I hear the soft click of the door's handle as it open and look up. I’m just in time to see Harry's retreating back as he walks out of the room.

It's too much. All of it. I can't feel anything but a hot searing pain. Everyone is silent. No one speaks or moves. We all just sit and stare, some crying silently, or like my mother wailing loudly.

The truth always finds its way out. He’d said last night and he was right. It has. And now, everything is finished.

32

Harry

My heart is beating so hard, I’m afraid it’s going to explode. Not burst. Explode. But I’d rather die than tamp back any of the anger and hurt that are running in my veins.

I never fathomed this kind of rage was possible. I feel transformed by, possessed by it and I don’t care who gets trampled.

I reach the door of the library and the sound of angry voices reverberates from the other side of it. Without pausing, I yank the door open and step inside. All talking comes to a complete stop. My parents and sister turn to look at me. It seems they’ve aged ten years in a minutes since they left the room. My father is crying. My mother’s face is pale and drawn and Freya looks terrified. Her face pale, her hair disheveled and her eyes swollen and red with tears. What a contrast between fierce righteousness she’d warn a few minutes ago.

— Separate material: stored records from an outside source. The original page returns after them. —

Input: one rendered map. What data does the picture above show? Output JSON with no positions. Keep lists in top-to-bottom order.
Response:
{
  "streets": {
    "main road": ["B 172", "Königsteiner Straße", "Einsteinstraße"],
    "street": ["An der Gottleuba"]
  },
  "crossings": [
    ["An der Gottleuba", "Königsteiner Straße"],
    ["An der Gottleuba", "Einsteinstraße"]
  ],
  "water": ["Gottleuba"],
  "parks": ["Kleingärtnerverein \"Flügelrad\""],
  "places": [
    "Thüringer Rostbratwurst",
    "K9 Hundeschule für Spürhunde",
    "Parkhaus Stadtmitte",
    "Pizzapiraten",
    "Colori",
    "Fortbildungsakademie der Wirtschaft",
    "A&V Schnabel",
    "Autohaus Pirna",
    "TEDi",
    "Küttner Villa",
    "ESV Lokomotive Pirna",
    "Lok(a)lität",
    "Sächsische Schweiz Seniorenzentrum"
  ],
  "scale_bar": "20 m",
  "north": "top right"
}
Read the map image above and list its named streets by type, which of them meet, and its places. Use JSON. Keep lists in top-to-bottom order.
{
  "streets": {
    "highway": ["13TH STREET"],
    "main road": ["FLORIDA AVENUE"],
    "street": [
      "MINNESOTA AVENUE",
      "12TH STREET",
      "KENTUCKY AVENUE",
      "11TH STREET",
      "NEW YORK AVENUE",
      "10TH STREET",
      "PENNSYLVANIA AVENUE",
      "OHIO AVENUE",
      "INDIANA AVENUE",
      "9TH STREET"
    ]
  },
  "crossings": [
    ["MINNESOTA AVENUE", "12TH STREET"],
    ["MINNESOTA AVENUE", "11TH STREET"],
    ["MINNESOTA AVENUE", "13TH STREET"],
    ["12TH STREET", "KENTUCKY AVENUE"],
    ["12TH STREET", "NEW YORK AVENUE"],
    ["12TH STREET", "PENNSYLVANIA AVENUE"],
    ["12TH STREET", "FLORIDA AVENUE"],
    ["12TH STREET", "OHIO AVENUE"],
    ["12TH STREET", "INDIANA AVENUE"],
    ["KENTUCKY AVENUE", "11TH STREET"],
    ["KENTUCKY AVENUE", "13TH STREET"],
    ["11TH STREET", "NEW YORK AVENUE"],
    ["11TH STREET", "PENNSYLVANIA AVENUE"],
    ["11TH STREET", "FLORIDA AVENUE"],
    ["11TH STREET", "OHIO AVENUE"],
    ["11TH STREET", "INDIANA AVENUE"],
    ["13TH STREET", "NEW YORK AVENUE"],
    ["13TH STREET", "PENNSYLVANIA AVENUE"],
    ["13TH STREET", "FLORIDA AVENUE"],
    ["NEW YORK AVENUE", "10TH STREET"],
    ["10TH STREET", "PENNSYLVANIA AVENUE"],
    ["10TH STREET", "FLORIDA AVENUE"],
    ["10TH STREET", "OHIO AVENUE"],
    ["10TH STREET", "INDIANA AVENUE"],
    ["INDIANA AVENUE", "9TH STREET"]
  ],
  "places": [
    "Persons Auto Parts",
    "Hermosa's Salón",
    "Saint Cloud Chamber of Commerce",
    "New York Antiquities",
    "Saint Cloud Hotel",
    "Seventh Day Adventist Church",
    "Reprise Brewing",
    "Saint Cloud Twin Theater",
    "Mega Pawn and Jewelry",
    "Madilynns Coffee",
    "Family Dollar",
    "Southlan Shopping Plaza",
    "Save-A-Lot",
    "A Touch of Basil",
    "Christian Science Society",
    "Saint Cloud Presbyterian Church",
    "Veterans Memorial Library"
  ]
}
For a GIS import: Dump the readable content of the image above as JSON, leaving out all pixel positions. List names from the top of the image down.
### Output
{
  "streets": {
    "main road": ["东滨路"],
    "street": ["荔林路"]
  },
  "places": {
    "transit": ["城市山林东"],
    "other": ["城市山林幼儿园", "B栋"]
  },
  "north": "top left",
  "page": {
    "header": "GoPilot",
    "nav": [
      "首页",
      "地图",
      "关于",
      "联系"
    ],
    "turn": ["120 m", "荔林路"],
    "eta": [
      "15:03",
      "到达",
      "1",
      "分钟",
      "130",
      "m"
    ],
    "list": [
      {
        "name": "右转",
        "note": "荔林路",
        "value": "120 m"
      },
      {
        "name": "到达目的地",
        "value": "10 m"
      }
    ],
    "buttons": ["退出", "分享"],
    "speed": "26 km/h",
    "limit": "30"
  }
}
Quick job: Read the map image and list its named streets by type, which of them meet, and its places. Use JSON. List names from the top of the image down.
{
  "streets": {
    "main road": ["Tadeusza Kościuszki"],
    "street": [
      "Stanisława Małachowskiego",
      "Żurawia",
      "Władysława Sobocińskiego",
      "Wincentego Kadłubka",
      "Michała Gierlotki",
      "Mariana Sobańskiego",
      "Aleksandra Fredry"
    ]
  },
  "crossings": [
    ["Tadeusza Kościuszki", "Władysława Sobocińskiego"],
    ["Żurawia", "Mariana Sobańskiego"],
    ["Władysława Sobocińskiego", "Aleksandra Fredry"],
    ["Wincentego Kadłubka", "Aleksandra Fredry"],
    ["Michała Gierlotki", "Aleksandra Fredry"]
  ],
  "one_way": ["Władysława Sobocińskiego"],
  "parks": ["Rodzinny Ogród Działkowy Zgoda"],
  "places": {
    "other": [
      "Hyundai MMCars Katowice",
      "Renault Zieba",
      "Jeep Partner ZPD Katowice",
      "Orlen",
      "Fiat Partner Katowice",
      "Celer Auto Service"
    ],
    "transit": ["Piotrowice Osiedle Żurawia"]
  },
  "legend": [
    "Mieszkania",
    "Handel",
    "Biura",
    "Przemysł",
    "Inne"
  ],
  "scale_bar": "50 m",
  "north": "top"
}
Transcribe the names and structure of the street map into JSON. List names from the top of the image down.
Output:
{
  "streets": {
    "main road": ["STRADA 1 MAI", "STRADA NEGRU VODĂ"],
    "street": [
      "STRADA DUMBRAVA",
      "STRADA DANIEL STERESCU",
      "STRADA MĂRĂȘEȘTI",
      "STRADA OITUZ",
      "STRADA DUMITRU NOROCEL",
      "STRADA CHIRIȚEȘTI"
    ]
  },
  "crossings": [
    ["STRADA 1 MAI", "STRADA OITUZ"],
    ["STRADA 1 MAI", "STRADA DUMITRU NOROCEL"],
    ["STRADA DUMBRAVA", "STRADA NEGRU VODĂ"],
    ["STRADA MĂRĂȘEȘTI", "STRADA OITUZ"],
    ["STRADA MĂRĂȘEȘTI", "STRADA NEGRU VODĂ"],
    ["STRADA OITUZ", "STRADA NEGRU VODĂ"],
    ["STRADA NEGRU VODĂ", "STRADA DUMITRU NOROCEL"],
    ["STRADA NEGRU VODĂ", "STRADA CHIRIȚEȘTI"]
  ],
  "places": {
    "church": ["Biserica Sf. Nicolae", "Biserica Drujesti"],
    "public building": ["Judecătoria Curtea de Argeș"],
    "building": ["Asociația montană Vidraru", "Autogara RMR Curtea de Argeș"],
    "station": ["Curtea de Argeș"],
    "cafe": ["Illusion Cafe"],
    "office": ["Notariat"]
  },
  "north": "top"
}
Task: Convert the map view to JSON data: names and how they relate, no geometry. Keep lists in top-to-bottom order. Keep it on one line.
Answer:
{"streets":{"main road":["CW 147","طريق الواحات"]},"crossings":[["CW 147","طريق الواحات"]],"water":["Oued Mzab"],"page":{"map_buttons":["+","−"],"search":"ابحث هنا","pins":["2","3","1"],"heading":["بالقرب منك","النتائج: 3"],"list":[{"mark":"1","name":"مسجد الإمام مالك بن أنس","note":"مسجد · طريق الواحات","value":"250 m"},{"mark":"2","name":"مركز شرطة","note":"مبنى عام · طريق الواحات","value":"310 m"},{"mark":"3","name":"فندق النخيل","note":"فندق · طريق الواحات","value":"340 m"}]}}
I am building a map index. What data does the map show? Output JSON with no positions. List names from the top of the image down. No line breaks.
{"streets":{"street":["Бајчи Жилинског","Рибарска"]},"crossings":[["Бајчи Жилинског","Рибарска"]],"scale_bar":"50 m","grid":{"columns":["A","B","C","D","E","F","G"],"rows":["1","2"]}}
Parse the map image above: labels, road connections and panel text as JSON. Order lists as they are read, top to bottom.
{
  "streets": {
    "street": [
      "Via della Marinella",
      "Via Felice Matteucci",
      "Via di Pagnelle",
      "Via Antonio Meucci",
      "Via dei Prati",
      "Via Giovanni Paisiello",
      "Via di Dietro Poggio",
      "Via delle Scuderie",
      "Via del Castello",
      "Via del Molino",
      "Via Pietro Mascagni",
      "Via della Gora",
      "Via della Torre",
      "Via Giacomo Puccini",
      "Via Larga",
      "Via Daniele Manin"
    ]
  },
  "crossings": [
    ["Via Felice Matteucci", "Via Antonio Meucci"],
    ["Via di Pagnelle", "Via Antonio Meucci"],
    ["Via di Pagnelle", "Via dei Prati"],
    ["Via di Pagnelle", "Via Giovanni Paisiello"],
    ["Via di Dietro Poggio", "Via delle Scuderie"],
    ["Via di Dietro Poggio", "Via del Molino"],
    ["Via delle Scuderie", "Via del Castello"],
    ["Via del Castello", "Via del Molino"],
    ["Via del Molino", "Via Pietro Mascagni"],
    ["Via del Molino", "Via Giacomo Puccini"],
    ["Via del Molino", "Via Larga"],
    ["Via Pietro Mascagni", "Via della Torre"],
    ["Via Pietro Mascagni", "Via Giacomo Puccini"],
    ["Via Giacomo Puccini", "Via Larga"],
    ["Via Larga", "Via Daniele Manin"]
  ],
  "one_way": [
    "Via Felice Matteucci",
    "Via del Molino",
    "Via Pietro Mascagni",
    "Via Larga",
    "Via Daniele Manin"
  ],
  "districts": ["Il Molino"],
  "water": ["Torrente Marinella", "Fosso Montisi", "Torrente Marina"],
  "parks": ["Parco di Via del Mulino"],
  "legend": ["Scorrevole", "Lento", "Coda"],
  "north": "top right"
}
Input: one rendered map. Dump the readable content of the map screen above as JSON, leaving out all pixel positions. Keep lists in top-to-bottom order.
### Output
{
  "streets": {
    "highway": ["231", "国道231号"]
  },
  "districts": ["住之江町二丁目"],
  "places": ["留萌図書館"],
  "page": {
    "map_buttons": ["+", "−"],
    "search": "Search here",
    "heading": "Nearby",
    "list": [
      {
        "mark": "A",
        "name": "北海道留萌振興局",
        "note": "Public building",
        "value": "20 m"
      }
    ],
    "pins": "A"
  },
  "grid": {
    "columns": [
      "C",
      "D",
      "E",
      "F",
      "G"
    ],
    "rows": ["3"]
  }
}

She’d brandished Lilly’s phone like sword. She’d struck out with it with delighted vengeance. Her attack had hit its target with staggering precision and she’d left total carnage in her wake.

I only stare at her. She stares back. Slowly, her eyes widen in surprise when she find herself unable to understand what my eyes are saying.

There has never been a time that we couldn’t communicate with each other this way. But Freya’s sword hadn’t just sliced Lilly in half, cutting her open and spilling her insides out while her entire family watched. She’d also severed that cord. The one that we have shared since we were embryos in our mother’s womb.

“How could you?” My hands shake and I have to grab the chair in front of me to steady myself. I don’t understand any of this.

She only whimpers in response and looks down at her hands.

“Harry...” My mother speaks, slowly, warning me. I take my eyes from Freya and look at her.

“This is between me and my sister. No one else.”